__WORK ITEM__
Find every line in the records below that holds the word "stream" and copy it.

__THE DATA__
■ ■ ■ ■
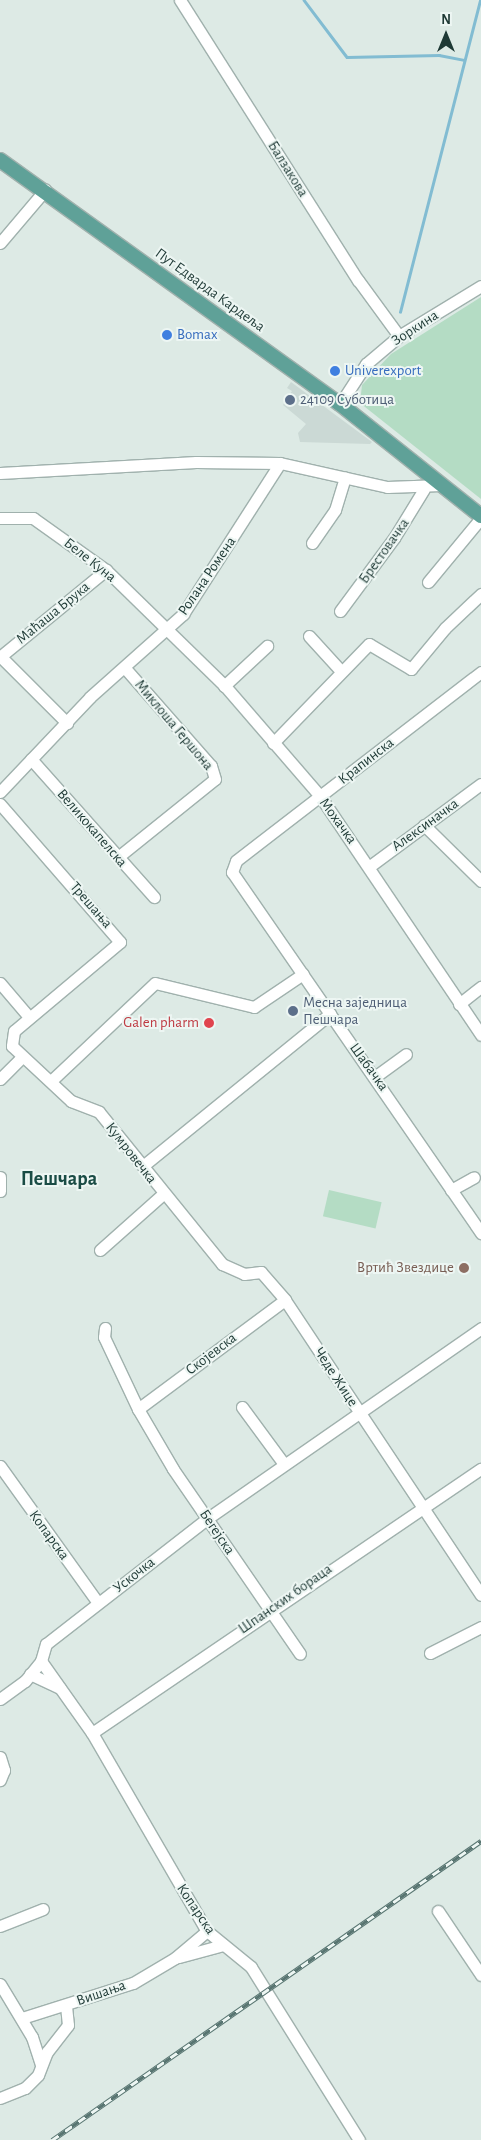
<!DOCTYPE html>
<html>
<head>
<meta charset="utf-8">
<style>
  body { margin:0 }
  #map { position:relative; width:481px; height:2140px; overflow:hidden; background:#ddeae5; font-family:"Alegreya Sans",sans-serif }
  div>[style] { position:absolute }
  .built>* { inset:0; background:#cbd9d5 }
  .green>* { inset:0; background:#b4dcc4; transform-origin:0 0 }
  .stream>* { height:2.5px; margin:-1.25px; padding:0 1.25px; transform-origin:1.25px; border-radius:1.25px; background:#82bcd2 }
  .roads { filter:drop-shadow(1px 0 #a0b1ad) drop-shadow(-1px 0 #a0b1ad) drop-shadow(0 1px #a0b1ad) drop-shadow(0 -1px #a0b1ad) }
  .minor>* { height:11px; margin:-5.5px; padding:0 5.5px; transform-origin:5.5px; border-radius:5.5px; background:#fff }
  .major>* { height:14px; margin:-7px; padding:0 7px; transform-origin:7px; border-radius:7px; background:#5fa198 }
  .rail>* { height:4.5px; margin-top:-2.25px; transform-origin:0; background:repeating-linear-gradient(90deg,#edf6f3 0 8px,#587571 0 16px); box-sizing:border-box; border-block:1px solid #587571 }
  .dots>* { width:14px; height:14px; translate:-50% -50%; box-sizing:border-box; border:2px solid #edf6f3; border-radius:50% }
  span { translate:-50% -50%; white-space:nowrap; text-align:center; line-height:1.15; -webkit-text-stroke:4px #edf6f3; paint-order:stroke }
  .street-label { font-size:15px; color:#1e3935 }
  .shop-label { font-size:15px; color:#366cbe }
  .left { translate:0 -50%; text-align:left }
  .service-label { font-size:15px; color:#4e5e75 }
  .health-label { font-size:15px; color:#be3a42 }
  .right { translate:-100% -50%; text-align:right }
  .education-label { font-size:15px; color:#785e54 }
  .district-label { font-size:20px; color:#1a4c45; font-weight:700 }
  .north { position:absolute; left:421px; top:10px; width:50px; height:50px; -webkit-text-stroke:4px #edf6f3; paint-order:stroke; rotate:0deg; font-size:14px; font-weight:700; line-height:20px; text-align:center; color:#1e3935 }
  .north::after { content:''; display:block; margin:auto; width:18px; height:22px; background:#1e3935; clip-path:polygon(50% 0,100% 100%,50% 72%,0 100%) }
</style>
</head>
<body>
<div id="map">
  <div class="built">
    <i style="clip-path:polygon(291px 382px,372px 442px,370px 444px,300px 442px,298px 433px,306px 424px,283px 405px,292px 391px,287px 388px)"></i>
  </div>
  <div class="green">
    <i style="clip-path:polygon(481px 297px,481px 499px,360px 403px,362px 385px,391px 354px)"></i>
    <i style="left:329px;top:1190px;width:54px;height:27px;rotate:13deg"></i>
  </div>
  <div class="stream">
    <i style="left:304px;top:0;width:71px;rotate:53deg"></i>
    <i style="left:347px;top:57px;width:92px;rotate:-1.2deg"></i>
    <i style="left:439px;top:55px;width:25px;rotate:11deg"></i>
    <i style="left:400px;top:312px;width:322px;rotate:-75.6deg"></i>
  </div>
  <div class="roads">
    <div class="minor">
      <i style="left:180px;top:0;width:332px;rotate:57.6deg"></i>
      <i style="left:358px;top:280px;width:69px;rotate:53.8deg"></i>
      <i style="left:0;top:243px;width:70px;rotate:-49.7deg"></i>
      <i style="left:340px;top:404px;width:48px;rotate:-57deg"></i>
      <i style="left:366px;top:364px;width:43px;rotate:-40.3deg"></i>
      <i style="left:399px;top:336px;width:96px;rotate:-31.4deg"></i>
      <i style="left:0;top:473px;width:196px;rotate:-3.2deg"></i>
      <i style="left:196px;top:462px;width:84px;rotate:0.7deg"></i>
      <i style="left:0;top:518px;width:33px"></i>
      <i style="left:33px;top:518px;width:90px;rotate:35.5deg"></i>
      <i style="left:106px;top:570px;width:166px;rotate:44.3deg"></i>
      <i style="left:225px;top:686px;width:145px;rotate:49.2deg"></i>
      <i style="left:320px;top:796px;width:288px;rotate:56deg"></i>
      <i style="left:312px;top:543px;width:40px;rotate:-55.1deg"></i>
      <i style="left:335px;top:510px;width:34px;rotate:-73deg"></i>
      <i style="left:428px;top:582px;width:83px;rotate:-50.4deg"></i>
      <i style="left:340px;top:611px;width:91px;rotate:-53.5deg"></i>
      <i style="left:394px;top:538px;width:57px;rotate:-58.5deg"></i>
      <i style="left:309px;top:636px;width:47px;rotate:47.6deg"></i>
      <i style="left:0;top:656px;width:95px;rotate:45deg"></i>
      <i style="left:1px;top:656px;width:136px;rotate:-39.3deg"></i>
      <i style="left:481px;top:672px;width:309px;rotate:142.4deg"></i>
      <i style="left:236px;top:861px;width:12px;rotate:110deg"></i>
      <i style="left:232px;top:872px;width:439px;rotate:55.4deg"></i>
      <i style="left:224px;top:686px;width:59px;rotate:-42.9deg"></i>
      <i style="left:273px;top:743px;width:138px;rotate:-45.9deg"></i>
      <i style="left:369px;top:644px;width:49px;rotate:30.8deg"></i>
      <i style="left:411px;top:669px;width:53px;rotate:-50.3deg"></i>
      <i style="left:445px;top:628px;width:50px;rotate:-43.4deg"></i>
      <i style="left:31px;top:759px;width:185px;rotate:48.3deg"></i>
      <i style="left:0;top:792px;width:131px;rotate:-46.5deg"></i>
      <i style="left:90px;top:697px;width:125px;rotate:-41.7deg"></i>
      <i style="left:183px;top:614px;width:179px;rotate:-57.3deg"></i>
      <i style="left:280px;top:463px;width:110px;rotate:12.6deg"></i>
      <i style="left:387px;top:487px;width:54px;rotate:-2.1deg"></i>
      <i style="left:0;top:804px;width:183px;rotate:49deg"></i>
      <i style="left:120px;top:942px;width:138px;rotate:140deg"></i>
      <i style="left:14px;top:1031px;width:15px;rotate:98deg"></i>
      <i style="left:12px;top:1046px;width:81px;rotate:43deg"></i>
      <i style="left:71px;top:1101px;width:30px;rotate:21deg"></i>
      <i style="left:99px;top:1112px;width:196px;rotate:51deg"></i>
      <i style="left:222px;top:1264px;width:24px;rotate:24deg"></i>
      <i style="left:244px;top:1274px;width:17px;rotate:-7deg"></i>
      <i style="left:261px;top:1272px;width:37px;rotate:49deg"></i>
      <i style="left:285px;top:1300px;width:354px;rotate:56.4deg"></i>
      <i style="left:424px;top:825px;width:80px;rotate:44.5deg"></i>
      <i style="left:118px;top:857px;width:124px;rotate:-38.8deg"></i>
      <i style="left:215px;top:779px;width:14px;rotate:-107deg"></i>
      <i style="left:211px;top:766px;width:130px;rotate:-131.3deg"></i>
      <i style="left:370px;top:866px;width:138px;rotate:-36.5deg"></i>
      <i style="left:0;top:983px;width:45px;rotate:49.5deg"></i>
      <i style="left:459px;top:1004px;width:28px;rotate:-38deg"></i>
      <i style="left:376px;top:1076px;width:37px;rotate:-36deg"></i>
      <i style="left:0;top:1079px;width:31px;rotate:-45deg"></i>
      <i style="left:52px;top:1080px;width:141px;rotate:-43.3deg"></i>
      <i style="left:155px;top:983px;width:102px;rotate:13.6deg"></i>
      <i style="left:254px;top:1007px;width:59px;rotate:-34deg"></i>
      <i style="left:144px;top:1165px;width:240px;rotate:-39.1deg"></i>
      <i style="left:0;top:1177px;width:14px;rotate:90deg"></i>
      <i style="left:451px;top:1190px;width:26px;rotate:-29deg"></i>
      <i style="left:100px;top:1250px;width:84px;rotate:-41.6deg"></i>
      <i style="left:105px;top:1328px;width:9px;rotate:96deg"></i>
      <i style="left:104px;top:1337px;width:80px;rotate:64.7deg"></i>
      <i style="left:138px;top:1409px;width:69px;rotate:59.7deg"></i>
      <i style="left:173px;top:1469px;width:224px;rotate:55.5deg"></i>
      <i style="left:242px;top:1407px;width:71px;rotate:53.6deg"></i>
      <i style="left:138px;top:1409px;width:183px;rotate:-36.6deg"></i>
      <i style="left:0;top:1466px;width:168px;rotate:54.4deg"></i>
      <i style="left:430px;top:1653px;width:57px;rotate:-27deg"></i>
      <i style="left:41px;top:1661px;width:88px;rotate:54.7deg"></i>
      <i style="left:92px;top:1733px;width:229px;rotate:59.9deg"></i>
      <i style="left:207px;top:1931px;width:57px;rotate:39.3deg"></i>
      <i style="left:251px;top:1967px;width:204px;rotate:58deg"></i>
      <i style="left:30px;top:1674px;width:33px;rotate:25deg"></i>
      <i style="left:0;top:1699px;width:31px;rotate:-36deg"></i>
      <i style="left:25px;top:1681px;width:26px;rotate:-51deg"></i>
      <i style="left:41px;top:1661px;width:18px;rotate:-74deg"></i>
      <i style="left:46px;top:1644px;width:205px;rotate:-37.9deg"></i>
      <i style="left:208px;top:1518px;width:333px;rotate:-34.8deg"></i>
      <i style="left:92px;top:1733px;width:470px;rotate:-34.2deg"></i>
      <i style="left:0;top:1757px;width:14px;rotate:73deg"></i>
      <i style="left:4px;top:1770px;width:11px;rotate:112deg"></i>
      <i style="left:438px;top:1911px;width:77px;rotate:56.1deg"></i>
      <i style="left:0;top:1926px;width:46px;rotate:-21.6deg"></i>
      <i style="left:179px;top:1957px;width:46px;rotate:-15.3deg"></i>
      <i style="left:0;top:1984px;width:62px;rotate:58.9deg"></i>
      <i style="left:32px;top:2037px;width:29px;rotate:72deg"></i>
      <i style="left:22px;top:2018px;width:116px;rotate:-17.5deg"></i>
      <i style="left:133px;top:1983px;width:49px;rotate:-30.8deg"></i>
      <i style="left:175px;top:1958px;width:42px;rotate:-40.2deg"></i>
      <i style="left:0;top:2098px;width:27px;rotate:-22deg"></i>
      <i style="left:25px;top:2088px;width:18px;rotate:-45deg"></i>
      <i style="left:38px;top:2075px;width:25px;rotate:-69deg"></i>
      <i style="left:47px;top:2052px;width:34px;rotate:-52deg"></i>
      <i style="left:68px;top:2025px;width:20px;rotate:-96deg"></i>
    </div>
    <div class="major">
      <i style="left:0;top:160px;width:418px;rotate:35.7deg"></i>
      <i style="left:340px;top:404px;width:180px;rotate:38.5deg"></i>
    </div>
  </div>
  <div class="rail">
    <i style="left:52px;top:2140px;width:523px;rotate:-34.88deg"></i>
  </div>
  <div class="dots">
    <i style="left:167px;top:335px;background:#3f7fe0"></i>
    <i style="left:335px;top:371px;background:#3f7fe0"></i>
    <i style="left:290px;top:400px;background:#5c6f8a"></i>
    <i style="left:293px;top:1011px;background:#5c6f8a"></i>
    <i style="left:209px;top:1023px;background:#e0444e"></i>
    <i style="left:464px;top:1268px;background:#8d6e63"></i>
  </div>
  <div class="street-label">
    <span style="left:288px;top:169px;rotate:58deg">Балзакова</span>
    <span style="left:210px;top:290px;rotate:36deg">Пут Едварда Кардеља</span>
    <span style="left:415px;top:328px;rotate:-33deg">Зоркина</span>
    <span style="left:384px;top:551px;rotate:-55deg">Брестовачка</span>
    <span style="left:90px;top:560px;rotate:38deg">Беле Куна</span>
    <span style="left:207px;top:576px;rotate:-56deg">Ролана Ромена</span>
    <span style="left:53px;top:613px;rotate:-39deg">Маћаша Брука</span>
    <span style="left:174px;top:725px;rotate:50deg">Миклоша Гершона</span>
    <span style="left:366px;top:761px;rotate:-38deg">Крапинска</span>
    <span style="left:338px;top:821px;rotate:54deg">Мохачка</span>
    <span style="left:425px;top:825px;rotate:-36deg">Алексиначка</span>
    <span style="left:92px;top:828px;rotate:49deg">Великокапелска</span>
    <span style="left:91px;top:905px;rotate:49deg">Трешања</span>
    <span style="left:369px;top:1067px;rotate:54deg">Шабачка</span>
    <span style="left:131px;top:1153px;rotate:52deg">Кумровечка</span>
    <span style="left:211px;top:1354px;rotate:-37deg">Скојевска</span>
    <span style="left:336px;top:1377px;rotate:57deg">Чеде Жице</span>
    <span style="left:217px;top:1532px;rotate:56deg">Бегејска</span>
    <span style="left:49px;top:1535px;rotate:54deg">Копарска</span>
    <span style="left:134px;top:1575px;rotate:-38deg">Ускочка</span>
    <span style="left:285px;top:1599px;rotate:-35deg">Шпанских бораца</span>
    <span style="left:196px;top:1909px;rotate:56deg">Копарска</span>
    <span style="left:101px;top:1993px;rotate:-19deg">Вишања</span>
  </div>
  <div class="shop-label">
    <span class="left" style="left:177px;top:335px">Bomax</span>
    <span class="left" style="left:345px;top:371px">Univerexport</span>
  </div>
  <div class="service-label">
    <span class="left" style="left:300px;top:400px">24109 Суботица</span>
    <span class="left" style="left:303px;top:1011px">Месна заједница<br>Пешчара</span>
  </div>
  <div class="health-label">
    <span class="right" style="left:199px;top:1023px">Galen pharm</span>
  </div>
  <div class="education-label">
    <span class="right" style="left:454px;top:1268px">Вртић Звездице</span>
  </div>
  <div class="district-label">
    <span style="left:59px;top:1179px">Пешчара</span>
  </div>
  <div class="north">N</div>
</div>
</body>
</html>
■ ■ ■ ■
__FINAL ANSWER__
  .stream>* { height:2.5px; margin:-1.25px; padding:0 1.25px; transform-origin:1.25px; border-radius:1.25px; background:#82bcd2 }
  <div class="stream">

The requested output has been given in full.